Targeting the molecular mechanisms of glioma stem cell resistance to chemotherapy

Abstract Glioma stem cells (GSCs) are a subpopulation of glioblastoma cells that display high levels of cellular plasticity. They possess functional characteristics that permit sustained self-renewal, persistent proliferation, and tumor initiation. In addition, they have an intrinsic ability to invade through the brain parenchyma, evade the immune system, adapt to microenvironmental pressures, and promote angiogenesis. Adaptive interactions between GSCs and their biological niches in the brain microenvironment offer them a safe haven from drugs that cannot cross the blood-brain barrier. Furthermore, GSC inherent resistance to treatment renders standard of care therapy futile, leading to tumor progression and recurrence.

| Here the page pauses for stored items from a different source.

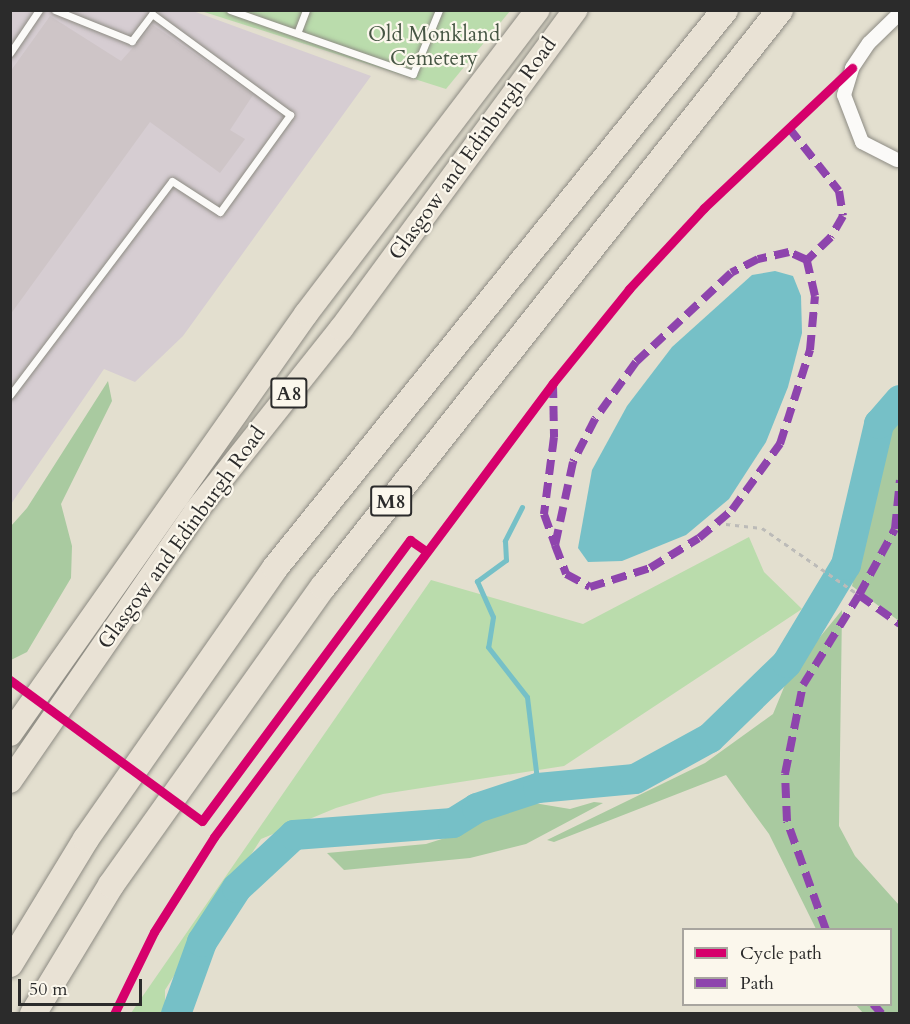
<!DOCTYPE html>
<style>
body{margin:0}
#map{position:relative;width:910px;height:1024px;overflow:hidden;background:#e3dfcf;font-family:Cardo,serif}
div>[style]{position:absolute}
[style*='--x']{left:calc(var(--x)*1px);top:calc(var(--y)*1px);width:calc(var(--w)*1px);rotate:calc(var(--a)*1deg)}
.industrial>*{inset:0;background:#d6cdd2}
.green>*{inset:0;background:#badcac}
.forest>*{inset:0;background:#a9caa0}
.water>*{inset:0;background:#76c0c7}
.stream>*{height:5px;margin:-2.5px;padding:0 2.5px;transform-origin:2.5px;border-radius:2.5px;background:#76c0c7}
.river>*{height:30px;margin:-15px;padding:0 15px;transform-origin:15px;border-radius:15px;background:#76c0c7}
.building>*{inset:0;background:#cec5c7}
.path>*{height:3px;margin-top:-1.5px;transform-origin:0;background:repeating-linear-gradient(90deg,#bcbbb8 0 4.5px,transparent 0 9px)}
.roads{filter:drop-shadow(0 0 2px #8d8b83) drop-shadow(0 0 2px #8d8b83)}
.service>*{height:7px;margin:-3.5px;padding:0 3.5px;transform-origin:3.5px;border-radius:3.5px;background:#fbfaf8}
.minor>*{height:14px;margin:-7px;padding:0 7px;transform-origin:7px;border-radius:7px;background:#fbfaf8}
.trunk>*{height:24px;margin:-12px;padding:0 12px;transform-origin:12px;border-radius:12px;background:#e9e2d5}
.motorway>*{height:26px;margin:-13px;padding:0 13px;transform-origin:13px;border-radius:13px;background:#e9e2d5}
.quiet>*{height:8px;margin-top:-4px;transform-origin:0;background:repeating-linear-gradient(90deg,#8e44ad 0 15px,transparent 0 23px)}
.cycleway>*{height:9px;margin:-4.5px;padding:0 4.5px;transform-origin:4.5px;border-radius:4.5px;background:#d6006c}
span{translate:-50% -50%;white-space:nowrap;text-align:center;line-height:1.15;-webkit-text-stroke:4.5px #fbf7ec;paint-order:stroke}
.shield-label span{padding:2px 4px;background:#fbf7ec;border:2px solid;border-radius:4px;-webkit-text-stroke-width:0}
.shield-label{font-size:20px;color:#2b2b2b;font-weight:700}
.park-label{font-size:21px;color:#465644}
.street-label{font-size:21px;color:#2b2b2b}
.frame{position:absolute;inset:0;border:12px solid #2b2b2b;pointer-events:none}
.legend{position:absolute;left:682px;top:928px;width:210px;height:78px;box-sizing:border-box;background:#fbf7ec;border:2px solid #a8a59f;margin:0;padding:8px 10px;list-style:none;font-size:18px;color:#2b2b2b}
.legend li{display:flex;align-items:center;gap:12px;height:30px}
.legend b{width:30px;border:2px solid #a8a59f}
.scale{position:absolute;left:18px;top:979px;width:124px;height:27px;box-sizing:border-box;border:3px solid #2b2b2b;border-top:0;padding-left:8px;font-size:18px;line-height:21px;white-space:nowrap;color:#2b2b2b;-webkit-text-stroke:4px #fbf7ec;paint-order:stroke}
</style>
<div id="map">
<div class="industrial">
<div style="clip-path:polygon(11px 11px,193px 11px,371px 76px,183px 336px,135px 382px,104px 369px,11px 504px)"></div>
</div>
<div class="green">
<div style="clip-path:polygon(201px 11px,510px 11px,446px 89px)"></div>
<div style="clip-path:polygon(749px 537px,764px 572px,802px 609px,564px 766px,383px 794px,336px 808px,261px 839px,165px 990px,165px 1013px,131px 1013px,431px 580px,583px 624px)"></div>
</div>
<div class="forest">
<div style="clip-path:polygon(108px 381px,112px 401px,61px 504px,72px 546px,71px 578px,27px 652px,11px 660px,11px 526px,27px 508px)"></div>
<div style="clip-path:polygon(899px 421px,899px 621px,852px 586px,889px 429px)"></div>
<div style="clip-path:polygon(842px 610px,839px 826px,855px 856px,899px 905px,899px 1013px,863px 1013px,856px 1005px,890px 1004px,890px 930px,816px 929px,769px 834px,726px 775px,554px 842px,547px 840px,705px 763px,773px 714px,789px 675px)"></div>
<div style="clip-path:polygon(594px 802px,603px 803px,526px 844px,470px 858px,344px 870px,327px 853px,426px 844px,464px 832px,497px 810px,534px 803px,570px 809px)"></div>
</div>
<div class="water">
<div style="clip-path:polygon(775px 271px,793px 276px,801px 296px,802px 333px,788px 387px,766px 442px,729px 499px,686px 535px,622px 561px,588px 562px,578px 548px,592px 470px,627px 406px,672px 347px,752px 275px)"></div>
</div>
<div class="stream">
<div style="--x:522;--y:507;--w:38;--a:117"></div>
<div style="--x:505;--y:541;--w:19;--a:87"></div>
<div style="--x:506;--y:560;--w:36;--a:144"></div>
<div style="--x:477;--y:581;--w:39;--a:66"></div>
<div style="--x:493;--y:617;--w:30;--a:99"></div>
<div style="--x:488;--y:647;--w:63;--a:52"></div>
<div style="--x:527;--y:697;--w:92;--a:83.1"></div>
</div>
<div class="river">
<div style="--x:176;--y:1014;--w:77;--a:-70.1"></div>
<div style="--x:202;--y:942;--w:64;--a:-57.1"></div>
<div style="--x:237;--y:888;--w:78;--a:-42.9"></div>
<div style="--x:294;--y:835;--w:159;--a:-4.3"></div>
<div style="--x:453;--y:823;--w:28;--a:-32"></div>
<div style="--x:477;--y:808;--w:64;--a:-18.2"></div>
<div style="--x:538;--y:788;--w:97;--a:-5.3"></div>
<div style="--x:635;--y:779;--w:85;--a:-28.7"></div>
<div style="--x:710;--y:738;--w:107;--a:-44.2"></div>
<div style="--x:787;--y:663;--w:114;--a:-59"></div>
<div style="--x:846;--y:565;--w:145;--a:-76.8"></div>
<div style="--x:879;--y:424;--w:32;--a:-49"></div>
</div>
<div class="building">
<div style="clip-path:polygon(50px 16px,121px 61px,153px 25px,253px 95px,230px 130px,245px 139px,220px 173px,150px 122px,10px 315px,10px 72px)"></div>
</div>
<div class="path">
<div style="--x:717;--y:523;--w:45;--a:6.3"></div>
<div style="--x:762;--y:528;--w:118;--a:34.6"></div>
</div>
<div class="roads">
<div class="service">
<div style="--x:230;--y:10;--w:194;--a:19.3"></div>
<div style="--x:413;--y:74;--w:69;--a:-67.9"></div>
<div style="--x:298;--y:31;--w:22;--a:-69"></div>
<div style="--x:10;--y:53;--w:52;--a:-56"></div>
<div style="--x:10;--y:395;--w:268;--a:-52.9"></div>
<div style="--x:172;--y:181;--w:57;--a:32.9"></div>
<div style="--x:220;--y:212;--w:120;--a:-54.2"></div>
<div style="--x:290;--y:115;--w:171;--a:-143.8"></div>
<div style="--x:152;--y:14;--w:34;--a:127"></div>
<div style="--x:132;--y:41;--w:83;--a:-158.1"></div>
</div>
<div class="minor">
<div style="--x:897;--y:160;--w:39;--a:-153"></div>
<div style="--x:862;--y:142;--w:50;--a:-111"></div>
<div style="--x:844;--y:95;--w:28;--a:-73"></div>
<div style="--x:852;--y:68;--w:30;--a:-56"></div>
<div style="--x:869;--y:43;--w:43;--a:-44.1"></div>
</div>
<div class="trunk">
<div style="--x:10;--y:734;--w:514;--a:-54.83"></div>
<div style="--x:306;--y:314;--w:382;--a:-52.7"></div>
<div style="--x:10;--y:781;--w:328;--a:-55.4"></div>
<div style="--x:196;--y:511;--w:233;--a:-51.5"></div>
<div style="--x:341;--y:329;--w:396;--a:-53.7"></div>
</div>
<div class="motorway">
<div style="--x:10;--y:964;--w:146;--a:-58.7"></div>
<div style="--x:86;--y:839;--w:330;--a:-55.1"></div>
<div style="--x:275;--y:568;--w:717;--a:-51.12"></div>
<div style="--x:33;--y:1014;--w:151;--a:-58.8"></div>
<div style="--x:111;--y:885;--w:366;--a:-54.6"></div>
<div style="--x:323;--y:587;--w:736;--a:-51.62"></div>
</div>
</div>
<div class="quiet">
<div style="--x:789;--y:128;--w:80;--a:51.6"></div>
<div style="--x:839;--y:191;--w:25;--a:81"></div>
<div style="--x:843;--y:216;--w:24;--a:120"></div>
<div style="--x:831;--y:237;--w:33;--a:136"></div>
<div style="--x:553;--y:383;--w:54;--a:88.9"></div>
<div style="--x:554;--y:437;--w:78;--a:97.4"></div>
<div style="--x:544;--y:514;--w:33;--a:70"></div>
<div style="--x:555;--y:545;--w:31;--a:69"></div>
<div style="--x:566;--y:574;--w:27;--a:28"></div>
<div style="--x:590;--y:587;--w:63;--a:-17.6"></div>
<div style="--x:650;--y:568;--w:57;--a:-31.5"></div>
<div style="--x:699;--y:538;--w:43;--a:-40.3"></div>
<div style="--x:732;--y:510;--w:82;--a:-54"></div>
<div style="--x:780;--y:444;--w:99;--a:-72.3"></div>
<div style="--x:810;--y:350;--w:54;--a:-84.7"></div>
<div style="--x:815;--y:296;--w:37;--a:-103"></div>
<div style="--x:807;--y:260;--w:20;--a:-156"></div>
<div style="--x:789;--y:252;--w:32;--a:167"></div>
<div style="--x:758;--y:259;--w:30;--a:153"></div>
<div style="--x:731;--y:273;--w:130;--a:136.9"></div>
<div style="--x:636;--y:362;--w:70;--a:125.7"></div>
<div style="--x:595;--y:419;--w:48;--a:117.1"></div>
<div style="--x:573;--y:462;--w:85;--a:102.2"></div>
<div style="--x:859;--y:595;--w:50;--a:35.3"></div>
<div style="--x:826;--y:930;--w:116;--a:-109.7"></div>
<div style="--x:787;--y:821;--w:47;--a:-92.4"></div>
<div style="--x:785;--y:774;--w:91;--a:-78.6"></div>
<div style="--x:803;--y:685;--w:106;--a:-58.1"></div>
<div style="--x:859;--y:595;--w:75;--a:-61.4"></div>
<div style="--x:895;--y:529;--w:49;--a:-84.2"></div>
<div style="--x:873;--y:1004;--w:13;--a:48"></div>
</div>
<div class="cycleway">
<div style="--x:10;--y:680;--w:238;--a:36.3"></div>
<div style="--x:202;--y:821;--w:350;--a:-53.5"></div>
<div style="--x:410;--y:540;--w:19;--a:35"></div>
<div style="--x:114;--y:1014;--w:91;--a:-64"></div>
<div style="--x:154;--y:932;--w:112;--a:-57.7"></div>
<div style="--x:214;--y:837;--w:567;--a:-53.25"></div>
<div style="--x:553;--y:383;--w:121;--a:-51"></div>
<div style="--x:629;--y:289;--w:110;--a:-47.2"></div>
<div style="--x:704;--y:208;--w:204;--a:-43.4"></div>
</div>
<div class="shield-label">
<span style="left:289px;top:393px">A8</span>
<span style="left:391px;top:501px">M8</span>
</div>
<div class="park-label">
<span style="left:434px;top:47px">Old Monkland<br>Cemetery</span>
</div>
<div class="street-label">
<span style="left:473px;top:149px;rotate:-54deg">Glasgow and Edinburgh Road</span>
<span style="left:182px;top:538px;rotate:-54deg">Glasgow and Edinburgh Road</span>
</div>
<div class="frame"></div>
<ul class="legend">
<li><b style="height:8px;background:#d6006c"></b>Cycle path</li>
<li><b style="height:8px;background:#8e44ad"></b>Path</li>
</ul>
<div class="scale">50 m</div>
</div>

As such, GSCs have been blamed for clinical deterioration and dismal survival outcomes in patients with glioma. Mechanisms of GSC resistance include O(6)-methylguanine-DNA methyltransferase (MGMT) promoter methylation status, enhanced repair of DNA damage, impaired induction of apoptosis, aberrant DNA checkpoint analysis, expression of ATP-binding cassette (ABC) transporters and multidrug resistance, and phenotypic plasticity. Understanding the molecular mechanisms of GSC chemoresistance allows the development of efficient therapeutic strategies to overcome it. Pro-differentiation therapies, including bone morphogenic proteins (BMPs) and posttranscriptional modification using microRNAs (miRNAs), drive GSCs into more differentiated states, sensitizing them to cytotoxic treatments. Targeting of the immunogenic, neuronal, hypoxic, and/or angiogenic niches of GSCs offer promising therapeutic potential. Intracellularly, inhibition of the cell signaling pathways that promote GSC survival and progression is essential for reversing GSC chemotherapeutic resistance. So far, the translation of monotherapeutic agents to the clinical scene failed to instigate the desired clinical benefit in patient outcomes. Therefore, the combination of therapeutic strategies holds promise as efforts to overcome GSC resistance continue to build. Technological advances in single-cell genomics and CRISPR-Cas9 genome-editing tools and derivatives offer better opportunities to achieve strides in precision cancer therapeutics.